For every trainer who answers the question like we did, there are a dozen others who are more like "supplement salespeople" than "fitness advisors." For many, it's a requirement in their PT jobs at commercial health clubs (literally - they have quotas).
Those so called "fitness professionals" are all too happy to give the member or client the pill without ever a word being spoken about exercise or nutrition.
I'll be the first person to tell you that there are some supplements worth taking to support a good training and nutrition program. I'll tell you that there are supplements that might be beneficial to people with health problems - legitimate "natural remedies," you could say.
I'll even tell you that there have been scientific studies proving that test subjects who took ephedrine/caffeine pills lost more body fat than the control groups who did not.
But in the same breath, I would also tell you not to bother with any "fat burning" pills because they're unnecessary when your training and diet are in place and because they cannot possibly help you to lose weight and keep it off in the long term. (It's just a temporary quick fix at best... a total scam at worst. I'd love to see what the test groups from those studies look like today).

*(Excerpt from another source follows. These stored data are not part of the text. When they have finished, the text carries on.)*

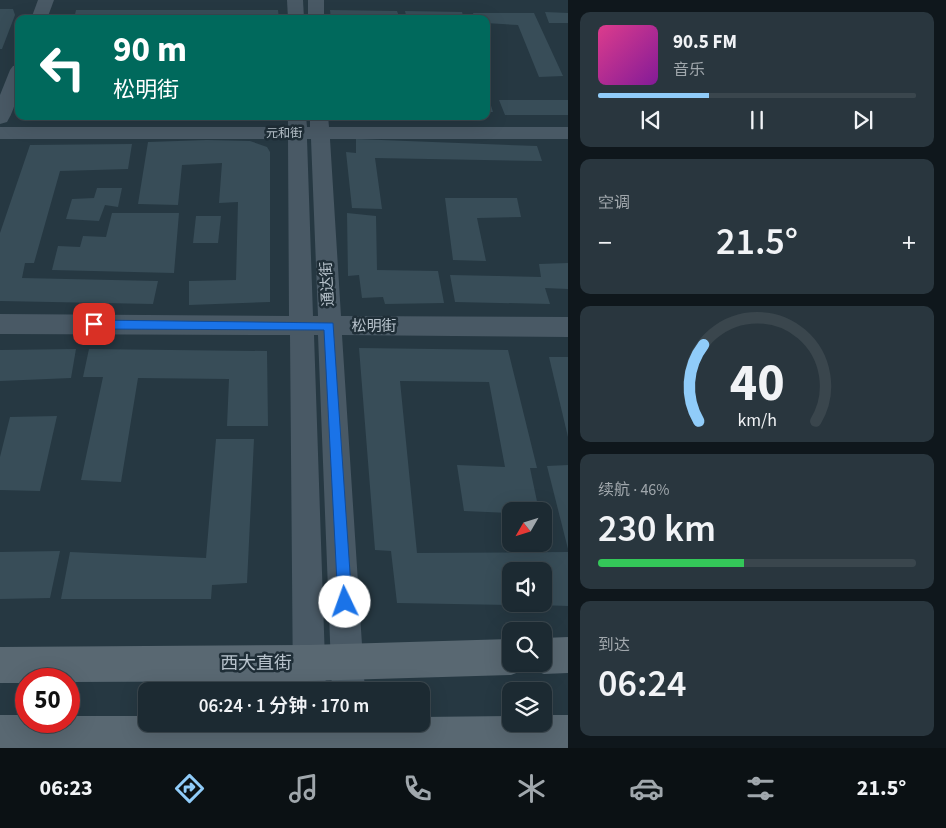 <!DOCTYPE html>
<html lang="zh">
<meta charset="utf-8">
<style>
:root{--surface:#1c2a32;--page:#29363e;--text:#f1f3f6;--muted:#a0a7ac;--line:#3a464d;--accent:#90ccf9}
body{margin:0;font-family:"Source Sans 3","Noto Sans SC",sans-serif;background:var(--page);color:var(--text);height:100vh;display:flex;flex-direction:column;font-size:19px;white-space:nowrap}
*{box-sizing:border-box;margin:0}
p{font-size:16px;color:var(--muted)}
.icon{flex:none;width:28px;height:28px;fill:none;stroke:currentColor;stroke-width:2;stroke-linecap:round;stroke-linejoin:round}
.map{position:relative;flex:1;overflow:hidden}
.drawer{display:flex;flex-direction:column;gap:12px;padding:12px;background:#0f171c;width:378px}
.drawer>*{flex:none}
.guide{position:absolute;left:15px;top:15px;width:475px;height:105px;border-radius:10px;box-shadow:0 5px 20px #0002,0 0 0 1px var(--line);background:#00695c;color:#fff;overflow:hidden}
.needle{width:32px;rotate:231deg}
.buttons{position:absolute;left:502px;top:502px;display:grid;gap:10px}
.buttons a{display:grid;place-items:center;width:50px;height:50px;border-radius:10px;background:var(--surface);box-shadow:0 5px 20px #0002,0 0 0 1px var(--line);font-size:25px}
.speed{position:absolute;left:15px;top:668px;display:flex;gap:10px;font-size:25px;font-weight:700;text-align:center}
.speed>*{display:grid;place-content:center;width:65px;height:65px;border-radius:50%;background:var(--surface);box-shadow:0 5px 20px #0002,0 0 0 1px var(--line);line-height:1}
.speed .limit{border:8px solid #d22;background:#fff;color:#111}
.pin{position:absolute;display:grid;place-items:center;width:42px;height:42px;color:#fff;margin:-21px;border-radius:10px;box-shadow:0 2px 8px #0006}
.me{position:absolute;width:55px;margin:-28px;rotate:357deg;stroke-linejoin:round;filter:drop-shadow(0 0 4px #0008)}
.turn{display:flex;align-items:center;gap:18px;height:105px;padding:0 15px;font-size:22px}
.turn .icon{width:65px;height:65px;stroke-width:2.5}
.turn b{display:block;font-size:35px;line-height:42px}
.big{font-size:38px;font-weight:600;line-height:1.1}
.drawer .card{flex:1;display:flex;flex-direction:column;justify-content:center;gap:8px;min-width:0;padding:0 18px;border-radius:10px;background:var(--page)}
.drawer .dial{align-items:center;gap:0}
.dial svg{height:130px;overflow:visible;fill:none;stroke:var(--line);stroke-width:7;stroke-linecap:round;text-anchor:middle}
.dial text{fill:var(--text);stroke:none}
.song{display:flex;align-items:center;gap:15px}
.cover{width:60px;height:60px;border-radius:8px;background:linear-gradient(135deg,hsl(330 70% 55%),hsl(290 70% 35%))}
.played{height:5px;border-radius:2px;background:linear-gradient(90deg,var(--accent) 35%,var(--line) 35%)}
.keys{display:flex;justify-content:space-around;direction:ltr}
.heat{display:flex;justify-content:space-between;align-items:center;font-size:28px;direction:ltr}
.charge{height:8px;border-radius:4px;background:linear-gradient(90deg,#34c759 46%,var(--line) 0)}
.trip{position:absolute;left:138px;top:682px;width:292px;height:50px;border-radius:10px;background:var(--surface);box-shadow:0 5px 20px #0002,0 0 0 1px var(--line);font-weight:600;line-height:50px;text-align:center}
.tab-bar{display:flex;height:80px;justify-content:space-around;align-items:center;background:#0b1114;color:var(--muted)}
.tab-bar .icon{width:35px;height:35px}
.tab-bar .selected{color:var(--accent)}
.tab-bar b{font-size:22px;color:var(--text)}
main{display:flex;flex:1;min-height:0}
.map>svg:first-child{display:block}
.building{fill:#384d58}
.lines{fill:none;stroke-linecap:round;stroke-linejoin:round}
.secondary{fill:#495965;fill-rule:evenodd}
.primary{fill:#596872;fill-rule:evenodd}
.route{fill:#1a73e8;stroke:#114b97}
.labels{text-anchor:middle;stroke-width:5;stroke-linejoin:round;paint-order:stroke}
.far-street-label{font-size:12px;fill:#b8c3cc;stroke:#1f2e37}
.street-label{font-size:15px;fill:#b8c3cc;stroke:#1f2e37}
.near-street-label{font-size:18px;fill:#b8c3cc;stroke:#1f2e37}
</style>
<main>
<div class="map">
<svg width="569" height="748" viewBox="0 0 569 748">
<rect width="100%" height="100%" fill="#263842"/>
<g class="building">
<path d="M 0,9 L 13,9 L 15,15 L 2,49 L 0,49 Z"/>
<path d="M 76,10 L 278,10 L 279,19 L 74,19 Z"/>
<path d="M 330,10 L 397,11 L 400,19 L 331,19 Z"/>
<path d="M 405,11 L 462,12 L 464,19 L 407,19 Z"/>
<path d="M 545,12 L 569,13 L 569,23 L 549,23 Z"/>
<path d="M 473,13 L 534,13 L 563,76 L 539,77 L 518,25 L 486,23 L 486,19 L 475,19 Z"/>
<path d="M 486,93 L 487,93 L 493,112 L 486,112 Z"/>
<path d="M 499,100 L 569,100 L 569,115 L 505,115 Z"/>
<path d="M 356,139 L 537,146 L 542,161 L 375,158 L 382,209 L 352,208 L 346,152 L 356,153 Z"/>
<path d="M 207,140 L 250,141 L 267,147 L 270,152 L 270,302 L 189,305 L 189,281 L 236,280 L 238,202 L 219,203 L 222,163 L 182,165 L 178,205 L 138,204 L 148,142 Z"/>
<path d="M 132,144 L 128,169 L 60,171 L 34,263 L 25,263 L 22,278 L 158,281 L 153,304 L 0,301 L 0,233 L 30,145 Z"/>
<path d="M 97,188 L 122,188 L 118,207 L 105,205 L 99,221 L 66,219 L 72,199 L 94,198 Z"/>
<path d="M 445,198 L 517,198 L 521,217 L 477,218 L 486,261 L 453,260 Z"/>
<path d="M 112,213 L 179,213 L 174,273 L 52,270 L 58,246 L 80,247 L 83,236 L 106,237 Z"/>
<path d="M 347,213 L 376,216 L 377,270 L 438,271 L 444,303 L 385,304 L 383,297 L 362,298 L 359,275 L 348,276 Z"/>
<path d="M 196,216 L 221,216 L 218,243 L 193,243 Z"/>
<path d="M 569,263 L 569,289 L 545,288 L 550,304 L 455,302 L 450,275 L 541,277 L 539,264 Z"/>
<path d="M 359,348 L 508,350 L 537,468 L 530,468 L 539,511 L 511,511 L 511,513 L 464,511 L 457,465 L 505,467 L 489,382 L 400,381 L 417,553 L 569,552 L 569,606 L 539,605 L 544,604 L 544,571 L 511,571 L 511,605 L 397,603 L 391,551 L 375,550 Z"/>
<path d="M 76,349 L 71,378 L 0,381 L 0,350 Z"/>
<path d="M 89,349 L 267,351 L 268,426 L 227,426 L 229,379 L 138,378 L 121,482 L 81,480 L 103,377 L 83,377 Z"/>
<path d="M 549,357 L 569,357 L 569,437 L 568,437 Z"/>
<path d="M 57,416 L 40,491 L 0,490 L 0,457 L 10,417 Z"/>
<path d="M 216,439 L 254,439 L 247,583 L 212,585 L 211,599 L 61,599 L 70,552 L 206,558 Z"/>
<path d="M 569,465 L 569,549 L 568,549 L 547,466 Z"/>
<path d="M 60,551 L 50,598 L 0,599 L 0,552 Z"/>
</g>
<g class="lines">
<g class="secondary">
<path d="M 38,0 L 54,0 L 47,19 L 31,19 Z"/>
<path d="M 287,0 L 303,0 L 304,19 L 288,19 Z"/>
<rect x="308" y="0" width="16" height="19"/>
<path d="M 19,65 C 19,85 18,104 7,122 L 0,124 L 0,95 L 10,70 L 13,66 Z"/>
<path d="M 288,116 L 306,116 L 307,127 L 310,127 L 310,116 L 328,116 L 329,127 L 569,127 L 569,139 L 330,139 L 341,316 L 569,317 L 569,337 L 342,335 L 365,691 L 332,691 L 318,335 L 314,335 L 326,691 L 293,691 L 290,335 L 0,334 L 0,314 L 289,316 L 288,139 L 0,139 L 0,127 L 288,127 ZM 307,139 L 311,139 L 318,316 L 313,316 Z"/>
</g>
<g class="primary">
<path d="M 569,637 L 569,673 L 544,674 L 531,669 L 529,664 L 544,664 L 544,638 Z"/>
<path d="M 511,639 L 511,664 L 526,664 L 524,670 L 511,675 L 308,681 L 69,682 L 69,679 L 26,679 L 26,683 L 0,683 L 0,647 L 308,645 Z"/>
<path d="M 0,715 L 26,715 L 26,721 L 69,721 L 69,716 L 146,716 L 146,724 L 421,724 L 421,717 L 511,716 L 511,724 L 544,724 L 544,715 L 569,715 L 569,748 L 0,748 Z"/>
</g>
</g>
<path class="route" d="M 94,320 L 333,323 L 352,602 L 350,607 L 345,609 L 340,607 L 338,602 L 324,330 L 94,329 L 89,324 Z"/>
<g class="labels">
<g class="far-street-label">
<text x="284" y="137">元和街</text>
</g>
<g class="street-label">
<text transform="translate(327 284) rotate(-93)" y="5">通达街</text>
<text x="374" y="331">松明街</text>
</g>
<g class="near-street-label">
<text x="256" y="669">西大直街</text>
</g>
</g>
</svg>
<div class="buttons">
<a><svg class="needle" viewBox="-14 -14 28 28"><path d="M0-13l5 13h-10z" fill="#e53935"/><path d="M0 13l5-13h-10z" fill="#a0a7ac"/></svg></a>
<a><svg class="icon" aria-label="sound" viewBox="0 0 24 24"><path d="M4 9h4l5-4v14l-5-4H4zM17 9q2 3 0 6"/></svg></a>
<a><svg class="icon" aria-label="search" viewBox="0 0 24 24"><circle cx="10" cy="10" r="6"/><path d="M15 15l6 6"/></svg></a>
<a><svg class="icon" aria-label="layers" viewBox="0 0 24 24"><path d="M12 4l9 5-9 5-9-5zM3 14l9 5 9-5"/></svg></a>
</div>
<div class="speed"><div class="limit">50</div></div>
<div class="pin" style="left:94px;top:324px;background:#d93025"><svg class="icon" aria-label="arrive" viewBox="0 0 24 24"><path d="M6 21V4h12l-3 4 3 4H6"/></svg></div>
<svg class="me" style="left:345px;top:602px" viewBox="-20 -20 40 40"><circle r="19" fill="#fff"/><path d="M0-13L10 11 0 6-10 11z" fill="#1a73e8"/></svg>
<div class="trip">06:24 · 1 分钟 · 170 m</div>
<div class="guide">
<div class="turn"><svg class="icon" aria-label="left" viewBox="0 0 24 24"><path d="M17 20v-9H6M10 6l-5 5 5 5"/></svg><div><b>90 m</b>松明街</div></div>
</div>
</div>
<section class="drawer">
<div class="card">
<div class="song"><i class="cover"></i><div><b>90.5 FM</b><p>音乐</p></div></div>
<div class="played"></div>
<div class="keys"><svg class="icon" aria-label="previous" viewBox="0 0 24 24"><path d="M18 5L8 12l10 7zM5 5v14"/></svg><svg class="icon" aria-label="pause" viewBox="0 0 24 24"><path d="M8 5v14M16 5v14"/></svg><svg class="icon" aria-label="next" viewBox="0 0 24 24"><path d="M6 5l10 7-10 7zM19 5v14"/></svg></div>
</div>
<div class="card"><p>空调</p>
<div class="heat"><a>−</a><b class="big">21.5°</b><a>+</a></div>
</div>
<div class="card dial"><svg viewBox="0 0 100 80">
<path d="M14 69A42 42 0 1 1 86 69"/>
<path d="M14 69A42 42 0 0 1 17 22" stroke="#90ccf9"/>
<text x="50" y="56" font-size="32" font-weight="700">40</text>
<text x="50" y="72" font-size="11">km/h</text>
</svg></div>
<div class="card"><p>续航 · 46%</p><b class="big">230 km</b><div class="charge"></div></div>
<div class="card"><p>到达</p><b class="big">06:24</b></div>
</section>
</main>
<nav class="tab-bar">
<b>06:23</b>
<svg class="icon selected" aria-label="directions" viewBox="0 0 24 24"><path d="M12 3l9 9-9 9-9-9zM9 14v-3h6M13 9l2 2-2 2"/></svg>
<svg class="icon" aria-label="music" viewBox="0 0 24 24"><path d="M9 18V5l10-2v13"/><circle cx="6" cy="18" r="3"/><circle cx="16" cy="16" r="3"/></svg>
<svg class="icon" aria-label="phone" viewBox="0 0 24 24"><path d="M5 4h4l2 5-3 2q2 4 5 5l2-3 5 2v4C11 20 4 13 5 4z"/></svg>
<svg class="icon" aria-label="climate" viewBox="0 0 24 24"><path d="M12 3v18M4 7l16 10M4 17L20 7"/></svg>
<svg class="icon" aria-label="car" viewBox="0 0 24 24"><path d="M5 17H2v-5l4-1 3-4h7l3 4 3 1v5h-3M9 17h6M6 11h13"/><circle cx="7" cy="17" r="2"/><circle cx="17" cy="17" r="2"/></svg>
<svg class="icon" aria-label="filters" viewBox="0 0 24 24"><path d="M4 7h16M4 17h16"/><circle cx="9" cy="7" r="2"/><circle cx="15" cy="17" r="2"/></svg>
<b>21.5°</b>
</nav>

In my opinion, the entire concept of taking a pill to lose weight - regardless of whether it's a prescription pharmaceutical or an over the counter supplement - is misguided and shows ignorance of the basic law of cause and effect.
Taking a pill to treat an effect or symptom (body fat) does not address what created the body fat in the first place (inactivity and poor nutrition). To permanently fix a problem, you must trace the problem back to its cause and treat that.
Whether you agree with this viewpoint or not, one thing is for certain: To even think about using a "weight loss pill" without having your nutrition and exercise houses in order is absurd.
When the very first question from the mouth of a newcomer to fitness is, "WHICH pill should I take?" you know there is a serious problem. There's an even bigger problem when an answer is quickly given to that question rather than inquiring about whether it was the right question to ask in the first place.
The answers you receive can only be as good as the quality of the questions you ask. "Which pill should I take?" is the wrong question.
With a recent judgment ruling in favor of bringing ephedra back on the market, and with cortisol pills still riding their wave of popularity, despite FTC lawsuits, I think this is a perfect time to repeat the same message I have repeated since I first started publishing online in 1999 - and that is...
Fitness doesn't come in a pill - it never did and it never will.